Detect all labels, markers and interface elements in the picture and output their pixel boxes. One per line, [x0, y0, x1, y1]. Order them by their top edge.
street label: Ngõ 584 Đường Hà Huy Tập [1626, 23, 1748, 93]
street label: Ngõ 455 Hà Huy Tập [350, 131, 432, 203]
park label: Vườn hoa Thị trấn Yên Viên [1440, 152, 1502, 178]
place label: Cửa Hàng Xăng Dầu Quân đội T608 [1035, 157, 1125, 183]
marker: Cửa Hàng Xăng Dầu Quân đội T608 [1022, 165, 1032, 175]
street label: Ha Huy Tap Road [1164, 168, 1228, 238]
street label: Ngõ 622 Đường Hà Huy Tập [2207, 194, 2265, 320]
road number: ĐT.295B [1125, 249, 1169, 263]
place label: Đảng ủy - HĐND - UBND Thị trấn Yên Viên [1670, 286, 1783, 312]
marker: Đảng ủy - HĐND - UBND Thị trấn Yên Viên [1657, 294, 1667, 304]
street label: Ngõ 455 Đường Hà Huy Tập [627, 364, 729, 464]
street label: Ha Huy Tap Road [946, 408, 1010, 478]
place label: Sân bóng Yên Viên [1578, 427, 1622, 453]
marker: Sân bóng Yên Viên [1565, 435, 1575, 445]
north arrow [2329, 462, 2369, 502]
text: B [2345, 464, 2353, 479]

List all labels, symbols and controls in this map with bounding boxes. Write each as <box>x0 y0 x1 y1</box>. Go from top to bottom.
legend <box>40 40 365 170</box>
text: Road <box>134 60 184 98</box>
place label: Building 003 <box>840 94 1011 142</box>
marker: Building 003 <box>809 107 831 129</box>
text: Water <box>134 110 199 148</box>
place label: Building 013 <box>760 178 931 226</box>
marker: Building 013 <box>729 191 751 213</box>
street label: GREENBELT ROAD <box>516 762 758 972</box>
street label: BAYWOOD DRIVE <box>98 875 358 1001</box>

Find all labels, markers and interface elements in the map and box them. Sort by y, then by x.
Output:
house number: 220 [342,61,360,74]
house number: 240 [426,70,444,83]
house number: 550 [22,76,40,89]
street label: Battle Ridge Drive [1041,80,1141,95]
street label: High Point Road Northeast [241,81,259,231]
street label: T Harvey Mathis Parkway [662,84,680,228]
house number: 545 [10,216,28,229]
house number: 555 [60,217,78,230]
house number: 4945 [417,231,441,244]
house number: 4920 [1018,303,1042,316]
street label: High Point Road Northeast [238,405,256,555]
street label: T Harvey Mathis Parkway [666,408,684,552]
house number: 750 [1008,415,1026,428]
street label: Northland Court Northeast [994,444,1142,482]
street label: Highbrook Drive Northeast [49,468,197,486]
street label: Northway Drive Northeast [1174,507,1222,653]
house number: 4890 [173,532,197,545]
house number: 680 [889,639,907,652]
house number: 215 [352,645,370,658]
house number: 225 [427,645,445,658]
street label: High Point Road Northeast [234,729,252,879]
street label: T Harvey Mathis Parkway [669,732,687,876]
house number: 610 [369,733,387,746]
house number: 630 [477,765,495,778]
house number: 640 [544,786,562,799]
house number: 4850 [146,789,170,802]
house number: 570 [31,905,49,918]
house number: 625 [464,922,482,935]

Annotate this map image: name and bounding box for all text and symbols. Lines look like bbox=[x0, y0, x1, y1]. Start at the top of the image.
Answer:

==*==

PROBLEM DESCRIPTION: Set down the records again in full. Match them exactly.

ANSWER TO THIS PROBLEM:
Detect all labels, markers and interface elements in the picture and output their pixel boxes. One per line, [x0, y0, x1, y1]. Order them by their top edge.
street label: Ngõ 584 Đường Hà Huy Tập [1626, 23, 1748, 93]
street label: Ngõ 455 Hà Huy Tập [350, 131, 432, 203]
park label: Vườn hoa Thị trấn Yên Viên [1440, 152, 1502, 178]
place label: Cửa Hàng Xăng Dầu Quân đội T608 [1035, 157, 1125, 183]
marker: Cửa Hàng Xăng Dầu Quân đội T608 [1022, 165, 1032, 175]
street label: Ha Huy Tap Road [1164, 168, 1228, 238]
street label: Ngõ 622 Đường Hà Huy Tập [2207, 194, 2265, 320]
road number: ĐT.295B [1125, 249, 1169, 263]
place label: Đảng ủy - HĐND - UBND Thị trấn Yên Viên [1670, 286, 1783, 312]
marker: Đảng ủy - HĐND - UBND Thị trấn Yên Viên [1657, 294, 1667, 304]
street label: Ngõ 455 Đường Hà Huy Tập [627, 364, 729, 464]
street label: Ha Huy Tap Road [946, 408, 1010, 478]
place label: Sân bóng Yên Viên [1578, 427, 1622, 453]
marker: Sân bóng Yên Viên [1565, 435, 1575, 445]
north arrow [2329, 462, 2369, 502]
text: B [2345, 464, 2353, 479]

List all labels, symbols and controls in this map with bounding boxes. Write each as <box>x0 y0 x1 y1</box>. Go from top to bottom.
legend <box>40 40 365 170</box>
text: Road <box>134 60 184 98</box>
place label: Building 003 <box>840 94 1011 142</box>
marker: Building 003 <box>809 107 831 129</box>
text: Water <box>134 110 199 148</box>
place label: Building 013 <box>760 178 931 226</box>
marker: Building 013 <box>729 191 751 213</box>
street label: GREENBELT ROAD <box>516 762 758 972</box>
street label: BAYWOOD DRIVE <box>98 875 358 1001</box>

Find all labels, markers and interface elements in the map and box them. Sort by y, then by x.
Output:
house number: 220 [342,61,360,74]
house number: 240 [426,70,444,83]
house number: 550 [22,76,40,89]
street label: Battle Ridge Drive [1041,80,1141,95]
street label: High Point Road Northeast [241,81,259,231]
street label: T Harvey Mathis Parkway [662,84,680,228]
house number: 545 [10,216,28,229]
house number: 555 [60,217,78,230]
house number: 4945 [417,231,441,244]
house number: 4920 [1018,303,1042,316]
street label: High Point Road Northeast [238,405,256,555]
street label: T Harvey Mathis Parkway [666,408,684,552]
house number: 750 [1008,415,1026,428]
street label: Northland Court Northeast [994,444,1142,482]
street label: Highbrook Drive Northeast [49,468,197,486]
street label: Northway Drive Northeast [1174,507,1222,653]
house number: 4890 [173,532,197,545]
house number: 680 [889,639,907,652]
house number: 215 [352,645,370,658]
house number: 225 [427,645,445,658]
street label: High Point Road Northeast [234,729,252,879]
street label: T Harvey Mathis Parkway [669,732,687,876]
house number: 610 [369,733,387,746]
house number: 630 [477,765,495,778]
house number: 640 [544,786,562,799]
house number: 4850 [146,789,170,802]
house number: 570 [31,905,49,918]
house number: 625 [464,922,482,935]

Annotate this map image: name and bounding box for all text and symbols. Lines look like bbox=[x0, y0, x1, y1]. Start at the top of the image.
Answer:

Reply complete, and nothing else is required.